━━━━━ Data for this exercise

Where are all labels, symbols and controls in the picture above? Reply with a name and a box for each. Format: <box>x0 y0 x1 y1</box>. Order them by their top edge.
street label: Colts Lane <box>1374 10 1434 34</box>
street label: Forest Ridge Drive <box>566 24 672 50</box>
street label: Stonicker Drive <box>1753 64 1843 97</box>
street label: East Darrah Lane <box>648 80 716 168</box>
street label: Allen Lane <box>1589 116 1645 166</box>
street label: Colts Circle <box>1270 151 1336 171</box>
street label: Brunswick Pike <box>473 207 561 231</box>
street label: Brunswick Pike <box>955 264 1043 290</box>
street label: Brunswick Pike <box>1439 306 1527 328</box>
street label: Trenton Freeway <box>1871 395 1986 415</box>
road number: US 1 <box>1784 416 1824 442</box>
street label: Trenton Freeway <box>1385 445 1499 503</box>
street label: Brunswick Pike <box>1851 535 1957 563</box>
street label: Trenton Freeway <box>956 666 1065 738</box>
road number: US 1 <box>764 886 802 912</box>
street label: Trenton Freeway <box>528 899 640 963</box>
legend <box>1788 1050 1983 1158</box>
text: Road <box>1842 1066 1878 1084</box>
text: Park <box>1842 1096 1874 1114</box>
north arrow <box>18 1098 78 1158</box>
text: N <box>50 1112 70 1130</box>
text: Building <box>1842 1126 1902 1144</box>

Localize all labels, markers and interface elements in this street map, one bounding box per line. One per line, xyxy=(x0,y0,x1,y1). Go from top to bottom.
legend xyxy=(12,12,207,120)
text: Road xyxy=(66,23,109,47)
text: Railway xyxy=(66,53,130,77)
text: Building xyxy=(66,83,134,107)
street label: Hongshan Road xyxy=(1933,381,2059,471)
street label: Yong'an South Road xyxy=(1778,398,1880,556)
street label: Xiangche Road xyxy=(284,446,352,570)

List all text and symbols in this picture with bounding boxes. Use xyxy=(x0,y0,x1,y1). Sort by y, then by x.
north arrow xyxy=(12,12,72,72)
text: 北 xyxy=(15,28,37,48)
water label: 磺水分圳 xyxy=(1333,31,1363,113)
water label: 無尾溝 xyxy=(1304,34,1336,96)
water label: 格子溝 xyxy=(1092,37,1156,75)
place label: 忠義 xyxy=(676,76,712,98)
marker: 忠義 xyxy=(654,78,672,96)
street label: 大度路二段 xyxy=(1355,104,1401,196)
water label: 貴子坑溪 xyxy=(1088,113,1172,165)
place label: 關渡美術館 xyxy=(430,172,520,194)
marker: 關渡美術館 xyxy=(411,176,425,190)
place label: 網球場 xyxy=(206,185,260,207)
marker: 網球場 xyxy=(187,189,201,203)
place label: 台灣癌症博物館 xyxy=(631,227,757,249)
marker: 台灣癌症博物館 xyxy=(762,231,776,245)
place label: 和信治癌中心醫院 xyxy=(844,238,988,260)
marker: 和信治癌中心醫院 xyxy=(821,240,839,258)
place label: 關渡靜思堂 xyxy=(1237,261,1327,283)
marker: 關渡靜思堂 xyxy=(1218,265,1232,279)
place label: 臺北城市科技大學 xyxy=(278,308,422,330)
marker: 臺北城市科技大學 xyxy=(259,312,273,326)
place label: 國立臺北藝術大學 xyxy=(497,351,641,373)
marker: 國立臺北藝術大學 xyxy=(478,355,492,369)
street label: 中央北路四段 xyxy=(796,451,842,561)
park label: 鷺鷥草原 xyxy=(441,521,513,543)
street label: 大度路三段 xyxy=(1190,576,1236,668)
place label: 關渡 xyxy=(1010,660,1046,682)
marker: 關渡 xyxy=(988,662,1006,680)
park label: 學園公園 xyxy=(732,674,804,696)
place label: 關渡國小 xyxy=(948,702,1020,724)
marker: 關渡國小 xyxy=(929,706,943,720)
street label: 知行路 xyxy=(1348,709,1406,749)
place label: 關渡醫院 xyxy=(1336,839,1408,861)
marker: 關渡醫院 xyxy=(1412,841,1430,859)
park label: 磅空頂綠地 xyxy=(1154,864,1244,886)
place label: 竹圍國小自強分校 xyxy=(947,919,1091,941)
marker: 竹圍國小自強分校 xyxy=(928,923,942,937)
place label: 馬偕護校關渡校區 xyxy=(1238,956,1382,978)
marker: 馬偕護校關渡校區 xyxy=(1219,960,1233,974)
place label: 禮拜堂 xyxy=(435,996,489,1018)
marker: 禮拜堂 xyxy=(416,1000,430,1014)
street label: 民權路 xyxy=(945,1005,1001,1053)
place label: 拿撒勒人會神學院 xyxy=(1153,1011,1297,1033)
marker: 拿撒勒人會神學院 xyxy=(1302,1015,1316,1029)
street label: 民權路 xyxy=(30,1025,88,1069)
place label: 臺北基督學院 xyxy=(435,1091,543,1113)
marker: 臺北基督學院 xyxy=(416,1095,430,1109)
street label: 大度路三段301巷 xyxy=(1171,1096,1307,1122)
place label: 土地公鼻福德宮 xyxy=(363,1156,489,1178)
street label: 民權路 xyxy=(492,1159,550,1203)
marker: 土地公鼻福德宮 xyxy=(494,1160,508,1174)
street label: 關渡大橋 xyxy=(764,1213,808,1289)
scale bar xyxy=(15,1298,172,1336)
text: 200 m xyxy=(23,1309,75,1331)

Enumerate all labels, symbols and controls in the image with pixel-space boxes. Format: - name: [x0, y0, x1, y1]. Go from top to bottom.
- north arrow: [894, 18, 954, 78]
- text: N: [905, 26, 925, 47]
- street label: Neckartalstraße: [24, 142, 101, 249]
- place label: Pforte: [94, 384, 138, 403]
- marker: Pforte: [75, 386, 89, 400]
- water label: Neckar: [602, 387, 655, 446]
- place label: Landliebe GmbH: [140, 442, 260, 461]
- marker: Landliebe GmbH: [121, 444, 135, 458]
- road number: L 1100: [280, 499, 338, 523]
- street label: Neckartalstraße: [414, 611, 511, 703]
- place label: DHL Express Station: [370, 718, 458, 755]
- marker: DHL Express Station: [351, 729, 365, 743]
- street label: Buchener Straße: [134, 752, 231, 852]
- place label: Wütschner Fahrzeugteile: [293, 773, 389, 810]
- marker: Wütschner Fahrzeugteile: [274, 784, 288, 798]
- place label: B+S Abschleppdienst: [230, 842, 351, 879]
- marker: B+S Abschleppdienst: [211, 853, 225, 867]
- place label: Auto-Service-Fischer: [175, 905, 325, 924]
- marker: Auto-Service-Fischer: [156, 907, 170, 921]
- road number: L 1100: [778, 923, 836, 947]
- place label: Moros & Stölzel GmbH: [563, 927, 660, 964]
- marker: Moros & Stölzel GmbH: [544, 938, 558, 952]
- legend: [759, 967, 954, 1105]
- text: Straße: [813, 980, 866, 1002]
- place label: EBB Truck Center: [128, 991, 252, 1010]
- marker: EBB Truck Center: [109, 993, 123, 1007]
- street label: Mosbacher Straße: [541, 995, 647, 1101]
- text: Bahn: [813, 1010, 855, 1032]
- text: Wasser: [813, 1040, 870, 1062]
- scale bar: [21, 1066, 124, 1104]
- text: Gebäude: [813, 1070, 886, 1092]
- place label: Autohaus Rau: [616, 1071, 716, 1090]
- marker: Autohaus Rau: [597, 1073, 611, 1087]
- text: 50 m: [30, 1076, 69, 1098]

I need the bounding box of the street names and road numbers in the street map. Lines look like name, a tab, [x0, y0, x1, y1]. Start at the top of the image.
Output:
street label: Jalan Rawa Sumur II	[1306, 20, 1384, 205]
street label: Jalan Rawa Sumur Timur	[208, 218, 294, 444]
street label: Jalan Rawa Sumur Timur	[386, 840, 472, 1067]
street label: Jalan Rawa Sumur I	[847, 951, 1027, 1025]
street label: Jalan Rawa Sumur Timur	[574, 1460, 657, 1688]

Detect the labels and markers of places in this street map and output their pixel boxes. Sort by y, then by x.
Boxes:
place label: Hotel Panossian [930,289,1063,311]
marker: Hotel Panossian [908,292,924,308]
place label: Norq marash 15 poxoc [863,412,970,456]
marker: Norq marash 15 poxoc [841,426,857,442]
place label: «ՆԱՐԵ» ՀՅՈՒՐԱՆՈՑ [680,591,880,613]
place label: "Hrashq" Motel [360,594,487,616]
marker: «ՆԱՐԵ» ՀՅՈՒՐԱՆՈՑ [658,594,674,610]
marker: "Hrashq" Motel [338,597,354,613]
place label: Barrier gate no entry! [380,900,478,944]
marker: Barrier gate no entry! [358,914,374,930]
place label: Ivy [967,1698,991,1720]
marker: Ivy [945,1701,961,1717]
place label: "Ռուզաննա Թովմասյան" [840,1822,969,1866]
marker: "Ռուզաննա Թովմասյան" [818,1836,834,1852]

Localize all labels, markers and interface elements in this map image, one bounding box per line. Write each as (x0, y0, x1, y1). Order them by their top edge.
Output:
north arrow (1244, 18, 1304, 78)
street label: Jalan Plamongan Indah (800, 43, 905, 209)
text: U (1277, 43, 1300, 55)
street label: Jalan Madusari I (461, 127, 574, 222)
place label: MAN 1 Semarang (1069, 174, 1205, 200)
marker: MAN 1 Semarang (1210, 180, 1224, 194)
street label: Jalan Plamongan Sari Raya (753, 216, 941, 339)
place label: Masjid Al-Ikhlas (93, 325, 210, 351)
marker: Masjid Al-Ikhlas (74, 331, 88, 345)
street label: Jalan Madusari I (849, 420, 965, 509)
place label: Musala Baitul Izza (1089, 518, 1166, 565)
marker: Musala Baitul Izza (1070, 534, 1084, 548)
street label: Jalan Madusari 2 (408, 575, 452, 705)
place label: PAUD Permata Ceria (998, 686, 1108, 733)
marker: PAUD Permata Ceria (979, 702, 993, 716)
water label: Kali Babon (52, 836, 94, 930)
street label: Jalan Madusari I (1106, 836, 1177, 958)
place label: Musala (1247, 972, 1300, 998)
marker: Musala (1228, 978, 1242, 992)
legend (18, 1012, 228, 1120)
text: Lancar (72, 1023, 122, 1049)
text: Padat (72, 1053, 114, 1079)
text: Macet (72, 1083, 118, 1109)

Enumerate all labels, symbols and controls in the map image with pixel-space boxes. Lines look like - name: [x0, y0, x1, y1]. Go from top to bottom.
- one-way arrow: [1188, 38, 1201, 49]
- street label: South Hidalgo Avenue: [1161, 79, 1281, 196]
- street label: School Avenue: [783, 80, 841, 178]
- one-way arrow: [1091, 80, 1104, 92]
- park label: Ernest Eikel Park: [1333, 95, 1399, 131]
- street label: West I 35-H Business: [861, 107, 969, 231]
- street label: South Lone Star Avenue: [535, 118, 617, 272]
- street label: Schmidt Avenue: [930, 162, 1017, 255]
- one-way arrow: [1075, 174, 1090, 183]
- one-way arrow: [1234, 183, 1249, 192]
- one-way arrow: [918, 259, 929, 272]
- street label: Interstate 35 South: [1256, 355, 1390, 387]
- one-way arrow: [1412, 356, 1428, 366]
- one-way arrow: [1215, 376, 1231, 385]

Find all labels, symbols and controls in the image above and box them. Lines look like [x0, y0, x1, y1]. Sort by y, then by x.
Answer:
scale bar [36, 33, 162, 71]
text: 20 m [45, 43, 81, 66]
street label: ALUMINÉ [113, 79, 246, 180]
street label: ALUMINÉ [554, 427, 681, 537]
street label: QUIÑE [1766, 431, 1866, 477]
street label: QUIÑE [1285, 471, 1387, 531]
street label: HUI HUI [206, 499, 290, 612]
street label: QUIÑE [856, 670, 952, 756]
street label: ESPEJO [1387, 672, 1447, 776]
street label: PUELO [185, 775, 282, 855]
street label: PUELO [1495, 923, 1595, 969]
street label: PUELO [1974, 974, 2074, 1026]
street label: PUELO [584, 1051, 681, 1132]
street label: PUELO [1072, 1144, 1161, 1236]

━━━━━━━━━━

Task goal
Your reply must consist of a number alone: the count of lines in the listing that contain the string "Neckartalstraße".

Answer to this problem
2